How then was the judge to reflect in a fine the aggravating feature that death resulted from the appellant's bad driving? Was he to apply the guideline for careless driving, with an uplift? Or was he to start with the maximum and, subject to the appellant's means, discount it for the early indication of plea and personal mitigation?
In our judgment the maximum fine of £5,000 should be reserved for the worst offences of careless driving by those who plainly have the means to pay. Here the quality of the appellant's driving was not, with respect to the judge, the worst careless driving which the courts ever see for the reasons which the judge gave in his sentencing remarks. The appellant was a young and inexperienced driver who made a poor decision. There were none of the aggravating features commonly seen in such circumstances. In particular, there was no element of showing off; nor was drink involved. Furthermore, he was a hard-working young man with no previous convictions, whose bitter experience caused him to express genuine sorrow and regret.

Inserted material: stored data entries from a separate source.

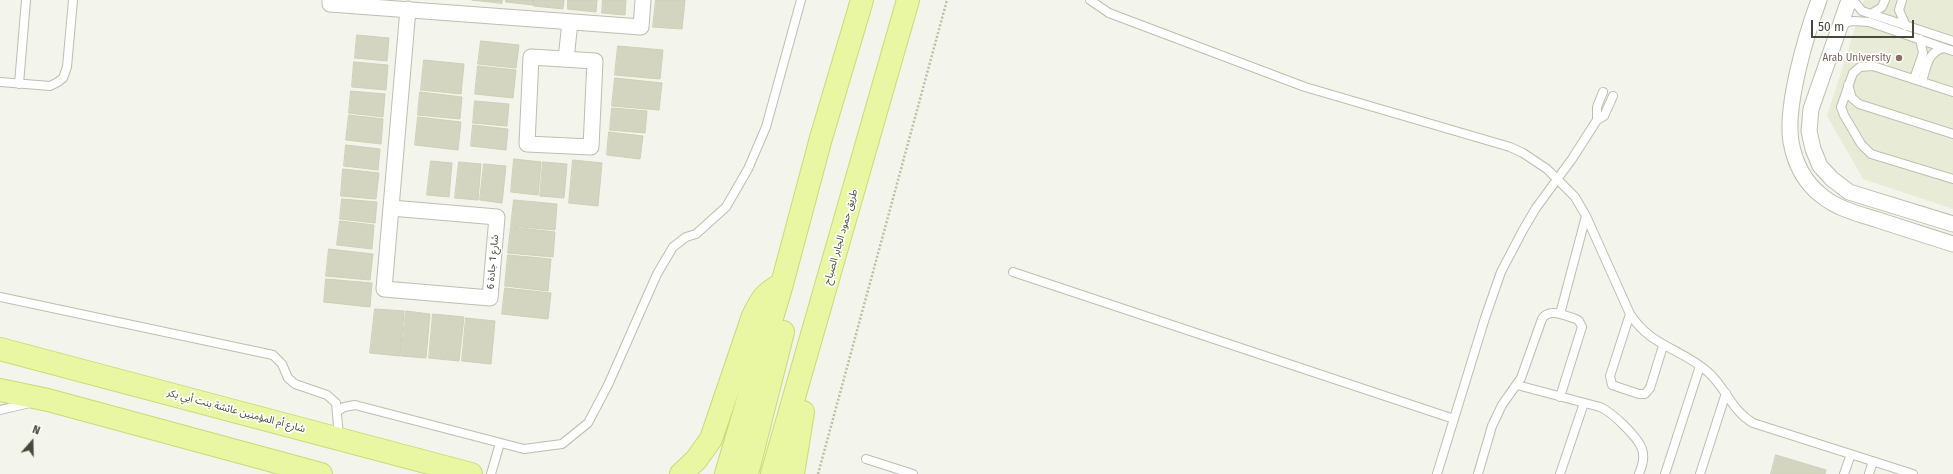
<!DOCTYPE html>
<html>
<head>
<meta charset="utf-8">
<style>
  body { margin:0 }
  #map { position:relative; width:1953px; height:474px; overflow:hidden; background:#f3f4eb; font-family:"Fira Sans",sans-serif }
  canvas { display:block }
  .north { position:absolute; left:12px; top:422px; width:40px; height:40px; -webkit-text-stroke:3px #fff; paint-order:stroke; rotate:20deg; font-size:11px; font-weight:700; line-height:16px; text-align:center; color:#474839 }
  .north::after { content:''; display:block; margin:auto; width:14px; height:18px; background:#474839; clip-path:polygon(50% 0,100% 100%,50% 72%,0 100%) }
  .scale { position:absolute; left:1811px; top:20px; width:103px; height:18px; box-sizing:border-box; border:2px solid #474839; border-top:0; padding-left:5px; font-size:12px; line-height:14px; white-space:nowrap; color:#474839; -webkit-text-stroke:3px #fff; paint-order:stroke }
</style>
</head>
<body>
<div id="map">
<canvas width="1953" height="474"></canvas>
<div class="north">N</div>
<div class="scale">50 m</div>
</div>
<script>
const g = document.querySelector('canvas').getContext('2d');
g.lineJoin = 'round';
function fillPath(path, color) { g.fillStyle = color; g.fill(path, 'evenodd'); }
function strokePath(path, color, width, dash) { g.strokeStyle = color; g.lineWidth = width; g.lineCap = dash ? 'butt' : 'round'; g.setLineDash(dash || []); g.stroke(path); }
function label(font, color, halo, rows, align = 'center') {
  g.font = font + ' "Fira Sans","Noto Sans Arabic",sans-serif'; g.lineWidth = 3.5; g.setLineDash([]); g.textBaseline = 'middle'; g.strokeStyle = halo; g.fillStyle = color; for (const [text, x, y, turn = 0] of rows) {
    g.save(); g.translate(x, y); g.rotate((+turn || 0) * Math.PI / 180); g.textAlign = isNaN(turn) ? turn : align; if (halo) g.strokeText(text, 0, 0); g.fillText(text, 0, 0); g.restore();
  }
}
fillPath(new Path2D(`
  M1864 0H1953V209L1863 179 1827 116Z`), '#e8ecd6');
const building = new Path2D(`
  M472 0H502V3Z
  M506 0H533V5L506 2Z
  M534 0H564L563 9 534 6Z
  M568 0H597L596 12 568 9Z
  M603 0H626L625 15 602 13Z
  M656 0H685L682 29 653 27Z
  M357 35 389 38 387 61 355 58Z
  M481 41 519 45 516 68 478 64Z
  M618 46 663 50 660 79 615 75Z
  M424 60 464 64 461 94 421 90Z
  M354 62 388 65 386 90 352 87Z
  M478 66 516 70 513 98 475 94Z
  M615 78 662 83 659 110 612 106Z
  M351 91 385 94 383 117 349 113Z
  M420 92 462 97 460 119 418 115Z
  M475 101 509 104 507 126 473 123Z
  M612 108 647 111 645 133 610 130Z
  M349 115 383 119 381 144 346 140Z
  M418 117 461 122 458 150 415 145Z
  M473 125 508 129 506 150 471 146Z
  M609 132 643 136 640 159 607 155Z
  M346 145 380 149 378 170 344 166Z
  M514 159 541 162 538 195 511 192Z
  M573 160 602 163 598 206 569 203Z
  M431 161 452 163 449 197 427 195Z
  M459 162 481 164 478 200 455 198Z
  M543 162 567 164 564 198 540 196Z
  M484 164 506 166 502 203 480 200Z
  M343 169 379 173 376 199 341 196Z
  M342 199 377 202 375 223 340 219Z
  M514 200 557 204 555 230 511 226Z
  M340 221 374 225 372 249 337 245Z
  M511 227 555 232 553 257 508 253Z
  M329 249 373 254 370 280 326 276Z
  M508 255 551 259 548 291 505 286Z
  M326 279 372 283 370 307 324 302Z
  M505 288 551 293 548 319 502 314Z
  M375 309 404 311 400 356 370 353Z
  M406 311 430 314 426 358 401 356Z
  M433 314 464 317 459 361 429 358Z
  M466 318 495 321 491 364 462 361Z
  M1776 455 1826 470 1825 474H1771Z`);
fillPath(building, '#d4d5c1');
strokePath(building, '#cecfb5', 1);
const lane = new Path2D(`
  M1090 0 1109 13 1305 87 1510 147 1523 153 1547 169 1575 197 1586 216 1630 314C1651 347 1681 348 1708 372 1726 388 1732 411 1753 423L1913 474
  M1853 0 1862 11 1953 41
  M1902 0 1899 10 1906 26
  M1871 14 1882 7 1885 0
  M1842 27 1847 22 1854 21 1869 22 1953 51
  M1914 79 1923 53 1920 39
  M0 82 50 86 58 82 63 78 67 67 73 0
  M1922 82C1926 68 1928 51 1944 48
  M19 84 26 0
  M1848 85 1852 98 1859 104 1953 134
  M1953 92 1873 66 1860 67 1853 73 1841 107 1844 115 1861 144 1871 154 1953 179
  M1597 120V107L1603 92
  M1013 272 1454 419
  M0 297 273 355 282 364 288 378 295 384 327 395 336 403 339 437
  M1560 314 1586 216
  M1630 314 1610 376 1612 385 1639 394H1645L1650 388 1663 346
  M1517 385 1600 407C1612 412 1638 437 1642 449 1645 458 1642 466 1639 474
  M0 410 30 403
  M338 411 344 407 355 405 524 449 562 444 588 423 608 385 657 274 673 247 686 237 696 234 726 207 748 169 766 127 801 0
  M866 459 913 474
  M491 474 500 443
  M1437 474 1485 318 1501 272 1523 230 1536 208 1572 159 1597 120 1604 116 1613 96
  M1478 474 1492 426 1502 405 1521 378 1542 319C1549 307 1565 316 1576 319L1579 321 1582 327 1560 397
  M1560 474 1584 403
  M1665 474 1700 366
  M1700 474 1726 393
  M1844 474 1851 454
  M1869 474 1873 461`);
const street = new Path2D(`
  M330 0V4L641 27 643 0
  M1819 0C1806 35 1785 106 1791 142 1795 164 1805 183 1822 196 1838 209 1859 214 1878 220 1903 228 1928 236 1953 244
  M1849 0 1811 109 1809 131 1813 149 1820 166 1832 179 1849 192 1953 224
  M531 57 595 61 591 147 527 144Z
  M566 59 570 22
  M391 208 497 217 490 298 384 289 408 9`);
const primary = new Path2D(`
  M0 349 471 474
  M0 390 48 400 321 474
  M681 474 696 460 711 439 753 316C761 299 765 293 782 284
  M726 474 782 284 821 138 862 0
  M747 474 783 332
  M772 474 908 0
  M793 474 803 412`);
strokePath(lane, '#bdbfae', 10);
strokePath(street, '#bdbfae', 17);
strokePath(primary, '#ccda73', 24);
strokePath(new Path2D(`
  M818 474 947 0`), '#bdbfa1', 2.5, [2, 2]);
strokePath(lane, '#fff', 8);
strokePath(street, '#fff', 15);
strokePath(primary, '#e9f6a2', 22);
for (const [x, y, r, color] of [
  [1899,58,4,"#8d6e63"]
]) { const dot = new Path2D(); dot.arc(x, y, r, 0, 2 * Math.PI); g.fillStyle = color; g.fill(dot); strokePath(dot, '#fff', 1.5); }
label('10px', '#785e54', '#fff', [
  ["Arab University",1891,58]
], 'right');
label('10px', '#474839', '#fff', [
  ["طريق حمود الجابر الصباح",841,237,-74],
  ["شارع 1 جادة 6",493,262,-85],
  ["شارع أم المؤمنين عائشة بنت أبي بكر",236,411,15]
]);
</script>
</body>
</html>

The object of the guideline to assist the magistrates' court with fines in such circumstances was to bring some parity between those to whom, by reason of wealth, a fine is little more than a minor inconvenience and those on whom a fine would make a real impact. The appropriate course, which we have no doubt the judge would have adopted had his attention been drawn to the guideline, was to follow the guideline with a very significant uplift for the aggravating feature of the appalling consequences of the appellant's careless driving.
After taking into account the early indication of a preparedness to plead guilty to the offence of which he was convicted, for the mitigating features relevant to the offence itself, and to the personal mitigation available to the appellant, in our view the appropriate fine would have been £1,000.
We take the view, having regard to the appellant's income, that the fine should be paid at the rate of £200 per calendar month. The period to be served in default of any one of those instalments is 28 days' custody. That is the penalty which we shall impose in substitution for the judge's order. We emphasise that in no sense was a fine for careless driving when death resulted ever designed to place a monetary value on that loss. The policy was, and is, to bring fairness and proportionality to the sentence according to the seriousness of the offence and the comparative means of offenders.
We turn finally to the length of the two year disqualification from driving imposed on the appellant. In short, Mr Tucker submits that this is a young man who is highly unlikely ever to make the same mistake again.
We accept his submission that one of the principal objectives of disqualification from driving in such cases is the protection of the public from further bad driving. It is by no means, however, the only objective. There are occasions on which it is appropriate to deprive the driver of his licence for the purpose of imposing mature reflection on the consequences of his offence. In other words, it is a personal deterrent.
Mr Tucker relies on the decision of the court in R v Mitchell [2003] EWCA Crim 2580, in which the court had to consider the appropriate length of disqualification upon a driver who collided with a drunken man who had wandered into his path. In that case the court reduced the disqualification from two years to twelve months. We do not consider that there is the remotest factual comparison to be made between that case and this.
We are not persuaded that the judge misjudged the level of disqualification. We shall leave it undisturbed.